This weakening of caffeine’s effects is further worsened by the fact that the number of adenosine receptors decreases as a person ages. We investigated the concentration of adenosine receptors in various regions of the brain in a study involving a group of 36 test subjects with ages ranging from 22 to 74. In many regions of the brain, study data revealed areas with a significant reduction (of up to 34 %) of identifiable receptors. The average receptor loss was 23 %, corresponding to 5 % per decade as a person ages (fig. 4). Both phenomena – i.e. decreased sensitivity and a reduction in adenosine receptor concentrations – contribute to a change in the effects of caffeine experienced by many people during their lives: its stimulating, sleep-delaying quality is diminished and sometimes even the opposite effect is experienced.

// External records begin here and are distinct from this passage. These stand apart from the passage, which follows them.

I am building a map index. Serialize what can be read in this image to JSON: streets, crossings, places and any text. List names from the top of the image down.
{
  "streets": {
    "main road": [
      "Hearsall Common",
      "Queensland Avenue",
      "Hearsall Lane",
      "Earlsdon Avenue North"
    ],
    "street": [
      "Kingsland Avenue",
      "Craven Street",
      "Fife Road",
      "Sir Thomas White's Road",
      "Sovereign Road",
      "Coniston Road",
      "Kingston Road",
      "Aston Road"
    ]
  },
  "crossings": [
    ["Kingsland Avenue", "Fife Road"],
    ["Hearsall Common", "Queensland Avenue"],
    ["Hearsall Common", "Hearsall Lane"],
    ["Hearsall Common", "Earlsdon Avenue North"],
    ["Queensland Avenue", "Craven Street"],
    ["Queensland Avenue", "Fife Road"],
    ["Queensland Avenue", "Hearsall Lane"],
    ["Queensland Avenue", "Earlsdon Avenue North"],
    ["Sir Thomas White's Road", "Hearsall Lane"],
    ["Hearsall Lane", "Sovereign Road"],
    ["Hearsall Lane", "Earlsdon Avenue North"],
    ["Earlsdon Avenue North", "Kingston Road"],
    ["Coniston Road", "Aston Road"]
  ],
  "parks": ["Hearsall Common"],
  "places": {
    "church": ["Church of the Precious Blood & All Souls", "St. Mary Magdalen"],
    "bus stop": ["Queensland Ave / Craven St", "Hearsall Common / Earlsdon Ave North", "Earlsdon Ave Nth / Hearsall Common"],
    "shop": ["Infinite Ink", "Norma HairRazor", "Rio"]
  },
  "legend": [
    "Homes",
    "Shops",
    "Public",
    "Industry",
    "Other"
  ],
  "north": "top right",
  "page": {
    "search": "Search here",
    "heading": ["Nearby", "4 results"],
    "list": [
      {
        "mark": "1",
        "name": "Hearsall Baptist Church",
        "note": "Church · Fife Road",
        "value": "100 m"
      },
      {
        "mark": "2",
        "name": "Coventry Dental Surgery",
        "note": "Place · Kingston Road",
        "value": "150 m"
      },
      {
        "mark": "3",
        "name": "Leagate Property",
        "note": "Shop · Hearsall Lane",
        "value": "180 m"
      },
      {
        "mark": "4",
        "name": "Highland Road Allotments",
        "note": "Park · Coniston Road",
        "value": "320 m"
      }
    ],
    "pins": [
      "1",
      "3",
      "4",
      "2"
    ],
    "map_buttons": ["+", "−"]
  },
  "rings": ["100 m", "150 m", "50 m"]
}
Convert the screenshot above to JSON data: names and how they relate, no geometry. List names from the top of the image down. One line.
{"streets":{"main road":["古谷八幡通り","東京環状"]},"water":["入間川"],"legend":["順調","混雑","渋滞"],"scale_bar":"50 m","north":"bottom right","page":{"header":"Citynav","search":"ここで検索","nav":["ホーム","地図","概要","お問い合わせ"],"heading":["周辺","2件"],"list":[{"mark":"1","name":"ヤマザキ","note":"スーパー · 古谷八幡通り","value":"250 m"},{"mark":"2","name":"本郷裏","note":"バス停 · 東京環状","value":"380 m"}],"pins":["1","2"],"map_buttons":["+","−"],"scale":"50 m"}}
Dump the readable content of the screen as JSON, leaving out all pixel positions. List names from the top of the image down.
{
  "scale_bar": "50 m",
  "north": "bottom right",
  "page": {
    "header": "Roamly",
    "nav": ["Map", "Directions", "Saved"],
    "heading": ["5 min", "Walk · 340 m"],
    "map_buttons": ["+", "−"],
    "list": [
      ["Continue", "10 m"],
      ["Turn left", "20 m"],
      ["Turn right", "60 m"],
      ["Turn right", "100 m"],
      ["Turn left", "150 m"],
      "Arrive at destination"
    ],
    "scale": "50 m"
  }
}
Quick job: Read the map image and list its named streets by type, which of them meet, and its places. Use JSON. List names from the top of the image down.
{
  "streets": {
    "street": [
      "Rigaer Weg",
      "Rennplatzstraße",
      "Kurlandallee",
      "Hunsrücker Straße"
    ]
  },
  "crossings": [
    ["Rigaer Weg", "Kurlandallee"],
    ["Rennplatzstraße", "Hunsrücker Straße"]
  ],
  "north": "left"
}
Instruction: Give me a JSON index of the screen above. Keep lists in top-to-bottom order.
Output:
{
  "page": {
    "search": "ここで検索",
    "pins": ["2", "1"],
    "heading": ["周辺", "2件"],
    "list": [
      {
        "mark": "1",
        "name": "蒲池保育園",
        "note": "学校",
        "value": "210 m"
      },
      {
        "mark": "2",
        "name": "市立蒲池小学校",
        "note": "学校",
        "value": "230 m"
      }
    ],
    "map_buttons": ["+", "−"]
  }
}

Fig. 4 Caffeine binds to adenosine receptors in the brain, and preferably the most numerous A1 subtype. As a person ages, receptor concentrations fall by approx. 5% per decade, weakening the effects of caffeine.
Is caffeine addictive?
While we usually want the stimulating – and in high doses, even exhilarating – effects caffeine offers, excessive consumption can lead to health problems. One of the commonest is insomnia, which results from disruption to regulation of the sleep-wake cycle. With some people, the chronic consumption of coffee leads to a dependency that can even produce withdrawal symptoms when the person stops taking the “drug”. One may conclude that these effects stem primarily from the A2A subtype, which has a direct physical relationship with the brain’s dopaminergic reward system. Yet although caffeine’s effects are positive and directly inducible – qualities that should actually rather favour the development of addiction – its addictive potential is in fact surprisingly weak. Clarification of the mechanisms underlying this idiosyncratically “benign” nature of coffee dependency could make a major contribution to addiction research.
Coffee on prescription?
The association cortex, caffeine’s primary site of action, is also part of the cerebrum, which is also the location where a dreaded process of cerebral decay makes itself particularly prominent: Alzheimer’s disease. More recent epidemiological studies indicate that long-term, regular consumption of coffee may offer protection against neurodegenerative diseases. Caffeine’s potentially neuroprotective effect does not necessarily have to involve neuronal receptors, however: Brain vessels also possess adenosine receptors that can – e.g. under ischaemic conditions – lower neuronal activity levels while simultaneously improving blood supply to the affected tissue. Discussions have posited a vascular component to the genesis of Alzheimer’s disease for some time now. And so we seem to be starting a new chapter in the millennia-old story of caffeine.
Literature:
[1] Elmenhorst, D. et al. (2012) J. Nucl. Med. 53, 1723-1729
[2] Meyer, PT et al. [2006] Neurobiol. Aging. 28, 1914-1924
Header image: iStock.com | ariwasabi
First publication:
Bauer, A., Elmenhorst, D.,
q&more,
2.2013.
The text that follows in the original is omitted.